Article by Stefan Geissmann.
Welcome to racing
Being used to the quality standard of all parks built in Laax, I imagined the race to be smooth and ridden with the sharp blade. Later I found out how wrong I was.
In order to provide the possibility of training for everybody, the first gondola was at eight. With sleepy eyes, my fellow Pleasure men and I made it to the top at 8.30. After the first turns down Plaun-run, voices in my head started asking questions. The snow was near to pure ice and incredibly fast. As we reached the start of the track, we laid eyes on a course that was not only icy but full of bumps and imperfections. “Welcome to racing”, I sarcastically answered the voices in my head.
Practice.
Then the practice started. Watching others riding the course was hectic; some were going full blast and not making it further than a handful of turns, others desperately tried to brake inside the corners and sketched throughout the course in a manner that made us all hold our breath. To be honest, I was a bit scared. Frankly, everybody seemed to be and there was a lot of chatting and strategy on how to survive the course. Despite this being a race, the mood at the start gate was very mellow, people made jokes, gave each other fist bumps and then sent it through the start gate. This camaraderie gave me a bit of confidence.
A true racer?
Then it was my turn, and what followed was one of the sketchiest runs I’ve done for a long time. Not only did I never see the course before, but the masters and pros, starting a day prior, left a lot of icy bumps for us. Being a bit faster than the guy in front of me, I was able to witness him high-siding on a turn, going straight into the safety net and tumbling into chunks of Ice. After making it somehow to the end of the course, the voices in my head did not only ask questions – they were screaming at me: What the fuck are you doing here? This is too icy, too sketchy, too early and not fun at all. I would have to channel my inner racer if there even was one, I thought.
Slush dreams vs. reality.
To me, riding banked turns is naturally a kid’s discipline. In the woods, close to every beginner T-Bar, there are banked turns built by the act of numerous children pizzaing their skis. After a nice day in a slushy park, I always loved to ride those kind of snake runs with my friends on the way back down. Burning legs, close calls and chasing your friends at the end of the day was always fun, but this banked was far from what I imagined the ideal race to be.
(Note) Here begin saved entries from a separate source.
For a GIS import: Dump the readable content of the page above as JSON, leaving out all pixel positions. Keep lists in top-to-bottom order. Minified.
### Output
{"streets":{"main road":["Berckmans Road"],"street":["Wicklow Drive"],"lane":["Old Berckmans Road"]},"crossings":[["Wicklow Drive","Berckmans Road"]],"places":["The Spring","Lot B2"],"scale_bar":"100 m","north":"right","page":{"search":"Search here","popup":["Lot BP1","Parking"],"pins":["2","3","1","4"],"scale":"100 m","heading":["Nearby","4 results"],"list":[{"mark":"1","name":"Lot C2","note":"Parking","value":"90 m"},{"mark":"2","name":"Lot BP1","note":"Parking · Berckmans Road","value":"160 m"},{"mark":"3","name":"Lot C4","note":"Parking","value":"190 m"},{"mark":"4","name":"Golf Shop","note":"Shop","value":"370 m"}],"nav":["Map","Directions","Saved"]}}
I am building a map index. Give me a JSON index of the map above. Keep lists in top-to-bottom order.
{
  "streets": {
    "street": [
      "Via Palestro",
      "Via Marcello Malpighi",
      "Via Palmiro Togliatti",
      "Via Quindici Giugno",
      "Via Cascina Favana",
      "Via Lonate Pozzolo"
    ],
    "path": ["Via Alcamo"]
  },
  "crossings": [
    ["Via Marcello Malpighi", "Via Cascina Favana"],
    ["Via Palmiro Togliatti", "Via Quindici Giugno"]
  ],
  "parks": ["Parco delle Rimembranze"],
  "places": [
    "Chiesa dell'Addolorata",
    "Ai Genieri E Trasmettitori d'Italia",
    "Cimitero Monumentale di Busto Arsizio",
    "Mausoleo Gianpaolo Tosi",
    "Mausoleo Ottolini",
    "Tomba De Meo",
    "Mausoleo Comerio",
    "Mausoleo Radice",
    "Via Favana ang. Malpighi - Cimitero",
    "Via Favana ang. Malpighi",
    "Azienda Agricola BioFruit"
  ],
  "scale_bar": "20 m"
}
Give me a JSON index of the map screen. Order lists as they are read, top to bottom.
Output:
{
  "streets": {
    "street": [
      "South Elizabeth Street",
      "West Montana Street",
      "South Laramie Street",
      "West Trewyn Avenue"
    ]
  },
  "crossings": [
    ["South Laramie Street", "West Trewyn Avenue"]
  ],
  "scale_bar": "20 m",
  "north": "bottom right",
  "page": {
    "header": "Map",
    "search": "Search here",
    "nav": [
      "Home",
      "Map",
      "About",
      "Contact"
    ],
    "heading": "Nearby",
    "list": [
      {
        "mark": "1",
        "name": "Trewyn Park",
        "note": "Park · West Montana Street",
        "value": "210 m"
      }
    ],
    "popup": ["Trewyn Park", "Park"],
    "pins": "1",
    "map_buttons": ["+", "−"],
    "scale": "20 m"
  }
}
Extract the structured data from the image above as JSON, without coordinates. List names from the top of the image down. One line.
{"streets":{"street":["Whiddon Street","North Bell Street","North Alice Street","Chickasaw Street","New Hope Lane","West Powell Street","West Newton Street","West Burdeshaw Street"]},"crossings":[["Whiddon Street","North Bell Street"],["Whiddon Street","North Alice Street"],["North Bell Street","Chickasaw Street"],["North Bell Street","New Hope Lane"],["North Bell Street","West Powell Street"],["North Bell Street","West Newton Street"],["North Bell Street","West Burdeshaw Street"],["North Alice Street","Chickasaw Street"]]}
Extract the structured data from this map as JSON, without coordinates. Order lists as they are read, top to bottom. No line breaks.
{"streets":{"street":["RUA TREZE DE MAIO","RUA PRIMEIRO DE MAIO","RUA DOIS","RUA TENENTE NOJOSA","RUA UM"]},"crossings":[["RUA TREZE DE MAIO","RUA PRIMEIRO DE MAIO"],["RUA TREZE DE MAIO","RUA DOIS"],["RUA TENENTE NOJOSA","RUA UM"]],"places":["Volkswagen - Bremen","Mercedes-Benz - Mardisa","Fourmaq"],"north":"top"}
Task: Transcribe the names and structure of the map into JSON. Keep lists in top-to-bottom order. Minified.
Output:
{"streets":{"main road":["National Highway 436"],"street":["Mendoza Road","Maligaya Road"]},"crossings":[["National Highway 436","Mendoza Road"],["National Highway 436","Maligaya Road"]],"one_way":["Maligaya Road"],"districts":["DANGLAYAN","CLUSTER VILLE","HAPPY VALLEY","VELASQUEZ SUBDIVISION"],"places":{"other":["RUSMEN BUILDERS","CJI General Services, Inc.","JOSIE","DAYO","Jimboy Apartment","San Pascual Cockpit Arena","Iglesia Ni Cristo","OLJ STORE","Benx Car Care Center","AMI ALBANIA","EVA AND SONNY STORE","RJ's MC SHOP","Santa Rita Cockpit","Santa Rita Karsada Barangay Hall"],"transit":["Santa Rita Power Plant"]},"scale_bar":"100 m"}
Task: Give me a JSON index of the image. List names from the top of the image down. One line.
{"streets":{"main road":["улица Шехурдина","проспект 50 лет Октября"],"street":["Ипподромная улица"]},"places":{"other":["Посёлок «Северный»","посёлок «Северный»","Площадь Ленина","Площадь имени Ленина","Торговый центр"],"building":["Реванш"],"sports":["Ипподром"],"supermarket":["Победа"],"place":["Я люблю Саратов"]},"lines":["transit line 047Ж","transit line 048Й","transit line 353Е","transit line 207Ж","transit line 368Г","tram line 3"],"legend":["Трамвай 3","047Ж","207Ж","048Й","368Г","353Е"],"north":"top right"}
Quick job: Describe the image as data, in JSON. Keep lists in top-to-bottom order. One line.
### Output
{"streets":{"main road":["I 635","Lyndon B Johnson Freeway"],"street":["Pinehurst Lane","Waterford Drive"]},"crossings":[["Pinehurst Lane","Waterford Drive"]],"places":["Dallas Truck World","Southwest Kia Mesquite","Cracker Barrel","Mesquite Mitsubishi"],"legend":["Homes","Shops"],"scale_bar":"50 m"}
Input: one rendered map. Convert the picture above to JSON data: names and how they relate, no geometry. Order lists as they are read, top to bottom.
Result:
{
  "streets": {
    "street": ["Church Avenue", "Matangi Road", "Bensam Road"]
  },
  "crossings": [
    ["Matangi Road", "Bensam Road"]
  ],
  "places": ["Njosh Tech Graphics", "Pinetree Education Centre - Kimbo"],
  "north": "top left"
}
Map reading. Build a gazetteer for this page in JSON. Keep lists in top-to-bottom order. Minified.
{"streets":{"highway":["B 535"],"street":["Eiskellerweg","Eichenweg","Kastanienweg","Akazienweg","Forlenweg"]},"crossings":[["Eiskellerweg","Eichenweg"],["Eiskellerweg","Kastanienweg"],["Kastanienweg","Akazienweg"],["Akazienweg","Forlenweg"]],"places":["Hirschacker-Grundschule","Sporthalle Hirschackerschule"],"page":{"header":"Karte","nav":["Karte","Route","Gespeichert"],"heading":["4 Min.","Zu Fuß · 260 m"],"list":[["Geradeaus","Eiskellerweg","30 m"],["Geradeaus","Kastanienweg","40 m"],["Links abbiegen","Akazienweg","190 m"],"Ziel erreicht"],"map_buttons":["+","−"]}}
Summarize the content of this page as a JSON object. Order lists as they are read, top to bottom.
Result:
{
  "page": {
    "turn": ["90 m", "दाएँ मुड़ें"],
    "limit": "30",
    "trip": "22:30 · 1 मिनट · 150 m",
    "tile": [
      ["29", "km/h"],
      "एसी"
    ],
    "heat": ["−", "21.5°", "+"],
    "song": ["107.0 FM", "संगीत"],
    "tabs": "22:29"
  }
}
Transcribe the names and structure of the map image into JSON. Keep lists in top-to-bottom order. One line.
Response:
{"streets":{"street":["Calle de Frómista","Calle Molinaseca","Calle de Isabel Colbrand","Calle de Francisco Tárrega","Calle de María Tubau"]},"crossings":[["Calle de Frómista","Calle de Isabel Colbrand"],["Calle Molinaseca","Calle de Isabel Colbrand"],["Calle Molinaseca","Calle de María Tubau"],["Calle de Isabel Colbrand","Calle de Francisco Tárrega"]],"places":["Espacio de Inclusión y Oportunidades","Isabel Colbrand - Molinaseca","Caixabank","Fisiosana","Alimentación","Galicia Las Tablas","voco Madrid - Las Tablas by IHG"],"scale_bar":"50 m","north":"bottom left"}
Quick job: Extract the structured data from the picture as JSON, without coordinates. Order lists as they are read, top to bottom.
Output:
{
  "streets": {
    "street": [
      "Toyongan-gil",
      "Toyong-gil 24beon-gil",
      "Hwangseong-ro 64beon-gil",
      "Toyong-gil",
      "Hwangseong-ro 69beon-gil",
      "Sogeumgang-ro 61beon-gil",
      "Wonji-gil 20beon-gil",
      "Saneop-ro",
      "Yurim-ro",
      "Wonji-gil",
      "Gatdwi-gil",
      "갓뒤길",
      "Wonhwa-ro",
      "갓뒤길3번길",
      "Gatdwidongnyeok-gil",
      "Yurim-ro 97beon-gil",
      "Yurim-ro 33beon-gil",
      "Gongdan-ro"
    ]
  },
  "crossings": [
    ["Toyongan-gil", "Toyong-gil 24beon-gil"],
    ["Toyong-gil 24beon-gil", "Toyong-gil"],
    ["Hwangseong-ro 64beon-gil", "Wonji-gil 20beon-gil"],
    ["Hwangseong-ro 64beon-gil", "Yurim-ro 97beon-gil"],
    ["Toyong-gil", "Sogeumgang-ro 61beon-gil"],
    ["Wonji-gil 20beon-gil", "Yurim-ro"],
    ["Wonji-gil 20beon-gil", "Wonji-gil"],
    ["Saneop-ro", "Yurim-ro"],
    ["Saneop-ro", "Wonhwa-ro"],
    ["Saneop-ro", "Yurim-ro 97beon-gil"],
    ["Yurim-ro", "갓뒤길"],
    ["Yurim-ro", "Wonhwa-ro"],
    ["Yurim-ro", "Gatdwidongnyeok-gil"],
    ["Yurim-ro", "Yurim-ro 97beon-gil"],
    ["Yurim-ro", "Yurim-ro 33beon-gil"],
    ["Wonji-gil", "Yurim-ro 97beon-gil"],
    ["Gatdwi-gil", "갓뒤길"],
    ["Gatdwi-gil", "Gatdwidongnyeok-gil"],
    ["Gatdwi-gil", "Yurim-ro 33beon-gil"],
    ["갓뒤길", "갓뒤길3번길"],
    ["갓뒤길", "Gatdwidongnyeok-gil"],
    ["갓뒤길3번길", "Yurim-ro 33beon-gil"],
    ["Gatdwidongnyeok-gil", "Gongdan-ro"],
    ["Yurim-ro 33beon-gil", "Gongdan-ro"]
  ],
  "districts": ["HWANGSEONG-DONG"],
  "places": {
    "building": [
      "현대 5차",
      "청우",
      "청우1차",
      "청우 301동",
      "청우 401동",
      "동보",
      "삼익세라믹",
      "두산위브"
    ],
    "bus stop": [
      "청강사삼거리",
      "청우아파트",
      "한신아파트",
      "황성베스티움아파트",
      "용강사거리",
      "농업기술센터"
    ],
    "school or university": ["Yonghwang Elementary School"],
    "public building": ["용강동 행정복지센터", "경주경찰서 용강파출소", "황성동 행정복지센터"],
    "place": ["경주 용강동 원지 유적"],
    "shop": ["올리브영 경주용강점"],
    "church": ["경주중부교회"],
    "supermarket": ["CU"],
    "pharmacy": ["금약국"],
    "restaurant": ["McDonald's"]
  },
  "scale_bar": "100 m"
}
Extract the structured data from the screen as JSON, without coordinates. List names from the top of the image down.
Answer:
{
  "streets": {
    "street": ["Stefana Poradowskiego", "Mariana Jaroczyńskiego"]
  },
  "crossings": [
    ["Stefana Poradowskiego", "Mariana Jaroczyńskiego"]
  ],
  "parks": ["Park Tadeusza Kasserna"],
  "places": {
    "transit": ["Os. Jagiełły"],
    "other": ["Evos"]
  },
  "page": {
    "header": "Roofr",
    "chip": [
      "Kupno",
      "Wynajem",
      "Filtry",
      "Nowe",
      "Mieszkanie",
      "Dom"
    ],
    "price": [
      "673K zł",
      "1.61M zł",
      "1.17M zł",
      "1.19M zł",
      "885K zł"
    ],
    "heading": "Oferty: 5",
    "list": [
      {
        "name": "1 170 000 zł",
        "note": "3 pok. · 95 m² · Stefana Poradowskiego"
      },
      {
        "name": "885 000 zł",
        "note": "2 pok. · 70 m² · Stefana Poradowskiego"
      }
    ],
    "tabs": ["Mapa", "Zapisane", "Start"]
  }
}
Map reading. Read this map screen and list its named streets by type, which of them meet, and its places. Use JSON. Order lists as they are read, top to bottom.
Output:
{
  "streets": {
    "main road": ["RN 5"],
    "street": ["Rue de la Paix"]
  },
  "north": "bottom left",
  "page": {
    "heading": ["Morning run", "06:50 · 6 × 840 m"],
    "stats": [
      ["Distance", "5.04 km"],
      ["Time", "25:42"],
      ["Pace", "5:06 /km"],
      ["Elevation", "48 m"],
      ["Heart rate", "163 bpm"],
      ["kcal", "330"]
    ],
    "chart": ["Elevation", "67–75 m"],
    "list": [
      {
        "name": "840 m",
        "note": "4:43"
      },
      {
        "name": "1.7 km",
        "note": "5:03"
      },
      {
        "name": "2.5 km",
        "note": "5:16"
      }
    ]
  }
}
Organisational difficulties.
By this time, we lost one member of the Pleasure crew thanks to corner number 3 and a second member had already lost the race due to food poisoning the night before—the spirits were semi-good, to say the least.
As the rookies to racing we are, we didn’t fully get the format of doing our two runs in separate time slots. So, showing up at two o’clock, hoping for slush, the legends organising the start gate told us that we missed the first run and could only do the second run. On the one hand, I was bummed that I missed the chance of doing two runs; on the other, I was quite happy that I only had to do the run one last time.
Finally racing.
So finally, the race was on for us and there was only this one try. I dropped in and found myself on a bumpy hell ride. Luckily, the corners facing the sun were moderately slushy, but at the same time, the course got incredibly rough. Trying to be as agile and low as possible, I thundered through the corners. The run had changed completely and those bumps in the corners were no joke at all.
Amazingly, mid-run, the fun appeared. Who needs perfectly shaped banked turns when you can have the exciting feeling of riding a bull with a board? What makes Banked slaloms fun, I learnt, is not the ice, of course, but the imperfections in the run. The bumps that make you react in a split second, the close calls and the insane burn on the back leg you feel when you try to catch your breath after the finish line. This turned out to be fun, I had to admit, and snowboarding, not being a culture of racers and being the fastest, can be hella fun if you for once do exactly that: Racing your friends for fun.
Not too bad after all.
Compared to the Laax Open, where top athletes compete on a perfect course in front of a huge audience and TV coverage, the Sudden Rush Banked Slalom is the complete opposite of that. The event is truly open for every rider out there because it is not about stunning stunts but the simple act of riding a board. That leads to a vibe of equality as every single human capable of riding a board can participate.
The snow conditions might not have been perfect this year; keeping that in mind, the shapers did a very good job, not only with the course but also by proving that there was no way of beating them in the men's open category.
We enjoyed the contest emotions, slams, burning legs, food poisonings, pumping lungs, laughter, shit-talk, hellos and "nice to meet yous". Thanks to the nice people involved in a terrific job of making the Sudden Rush Banked Slalom an event full of good memories. Let's race again next year!